All the games we show you how to train in this guide can be taught indoors. Once mastered, you can also play them outside for even more exercise!
If your small dog seems anxious or just acts like a jerk when they are not getting enough exercise, these games give them a fun way to burn off some energy while you watch TV on the couch. Enjoy!
Keep it Fun!
Remember that these are games and your dog should enjoy playing them. This will ensure that they learn quickly and also look forward to time spent playing with you.
If you correct your dog while trying to teach them these fun activities, you are spoiling the fun. Instead, ignore behavior that is not on the mark, and liberally reward the good stuff with praise and/or treats.
End Games Before Your Dog is Ready.
Professional trainers know that ending a game before your dog is bored is critical to keeping them really motivated to play. Keep them wanting more and you will find their enthusiasm to play goes through the roof!
Our methods take advantage of rewards to let your dog know they are on the right track. Not all dogs are motivated by the same rewards. For example, many dogs are food motivated, but some would rather work for excited praise and pets. In fact, these games are all so fun that they are eventually “self-rewarding.”
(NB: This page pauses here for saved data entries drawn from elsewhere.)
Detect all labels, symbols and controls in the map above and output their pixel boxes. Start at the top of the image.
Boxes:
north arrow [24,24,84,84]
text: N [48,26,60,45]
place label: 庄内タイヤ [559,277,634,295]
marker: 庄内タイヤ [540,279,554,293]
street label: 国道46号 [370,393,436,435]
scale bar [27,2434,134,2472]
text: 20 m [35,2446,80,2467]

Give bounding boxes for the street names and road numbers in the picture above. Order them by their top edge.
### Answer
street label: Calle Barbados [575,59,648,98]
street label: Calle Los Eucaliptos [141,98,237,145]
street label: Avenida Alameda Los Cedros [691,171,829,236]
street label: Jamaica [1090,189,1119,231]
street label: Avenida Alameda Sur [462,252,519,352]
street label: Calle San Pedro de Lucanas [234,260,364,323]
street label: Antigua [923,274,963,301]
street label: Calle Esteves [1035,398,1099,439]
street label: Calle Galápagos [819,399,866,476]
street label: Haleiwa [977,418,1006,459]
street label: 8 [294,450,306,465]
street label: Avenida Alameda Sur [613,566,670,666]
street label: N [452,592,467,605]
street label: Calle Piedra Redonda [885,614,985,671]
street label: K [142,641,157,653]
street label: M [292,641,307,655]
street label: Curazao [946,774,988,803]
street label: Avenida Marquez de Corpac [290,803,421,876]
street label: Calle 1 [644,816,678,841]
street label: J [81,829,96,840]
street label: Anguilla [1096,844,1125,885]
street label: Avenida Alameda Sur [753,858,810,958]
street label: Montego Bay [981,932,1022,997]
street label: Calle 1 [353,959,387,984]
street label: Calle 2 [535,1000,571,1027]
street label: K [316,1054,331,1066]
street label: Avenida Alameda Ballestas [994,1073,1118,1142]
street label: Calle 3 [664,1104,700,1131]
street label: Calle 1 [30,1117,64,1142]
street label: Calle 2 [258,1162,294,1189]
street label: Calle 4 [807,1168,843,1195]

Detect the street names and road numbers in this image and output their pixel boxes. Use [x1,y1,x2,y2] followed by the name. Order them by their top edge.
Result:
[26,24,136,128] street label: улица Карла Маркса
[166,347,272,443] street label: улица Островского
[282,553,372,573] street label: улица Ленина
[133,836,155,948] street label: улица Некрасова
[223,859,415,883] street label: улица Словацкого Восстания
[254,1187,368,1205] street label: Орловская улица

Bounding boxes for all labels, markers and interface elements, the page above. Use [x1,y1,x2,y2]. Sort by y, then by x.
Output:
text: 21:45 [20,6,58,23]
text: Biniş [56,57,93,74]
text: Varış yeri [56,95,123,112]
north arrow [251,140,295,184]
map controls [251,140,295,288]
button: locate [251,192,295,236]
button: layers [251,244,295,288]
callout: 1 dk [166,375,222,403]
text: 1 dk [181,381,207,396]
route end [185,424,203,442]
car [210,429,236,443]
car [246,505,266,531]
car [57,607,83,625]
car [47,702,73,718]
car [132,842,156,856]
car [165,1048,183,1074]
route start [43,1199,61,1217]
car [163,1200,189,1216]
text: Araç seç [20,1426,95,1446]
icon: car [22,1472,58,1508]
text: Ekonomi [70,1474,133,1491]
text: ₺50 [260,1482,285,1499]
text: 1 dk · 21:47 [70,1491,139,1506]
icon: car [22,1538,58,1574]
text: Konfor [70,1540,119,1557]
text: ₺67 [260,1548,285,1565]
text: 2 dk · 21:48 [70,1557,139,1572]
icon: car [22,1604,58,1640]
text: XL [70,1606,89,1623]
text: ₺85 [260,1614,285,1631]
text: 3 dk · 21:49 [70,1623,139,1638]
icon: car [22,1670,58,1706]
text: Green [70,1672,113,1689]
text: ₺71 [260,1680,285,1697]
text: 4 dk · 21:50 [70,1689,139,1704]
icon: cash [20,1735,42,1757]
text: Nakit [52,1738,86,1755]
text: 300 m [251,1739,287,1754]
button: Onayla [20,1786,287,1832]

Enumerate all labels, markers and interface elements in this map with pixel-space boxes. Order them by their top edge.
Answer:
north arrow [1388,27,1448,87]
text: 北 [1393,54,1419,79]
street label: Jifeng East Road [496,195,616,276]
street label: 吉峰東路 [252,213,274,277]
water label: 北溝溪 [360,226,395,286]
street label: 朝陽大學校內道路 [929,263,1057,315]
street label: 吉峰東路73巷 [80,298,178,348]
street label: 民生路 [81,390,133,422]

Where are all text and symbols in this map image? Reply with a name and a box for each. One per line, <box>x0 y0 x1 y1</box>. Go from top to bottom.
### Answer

For example, once your dog knows fetch, they may be simply motivated by you throwing that ball or toy again – and no additional rewards will be necessary to keep them motivated to play this game until they are totally tuckered.
Choose motivators that work for your dog, and use them when the instructions say to reward your dog. If you find progress slow, food is a great motivator for most dogs. Use tiny pieces of treats that they really love. Once they know the behavior you are looking for, you can start to decrease the frequency you reward with food, or substitute other motivators like praise.
Not all people choose to use a clicker when training. If you prefer not to, just use a word of your choice that you will use only in training contexts to “mark” the instant your dog does it right, always followed immediately by a reward.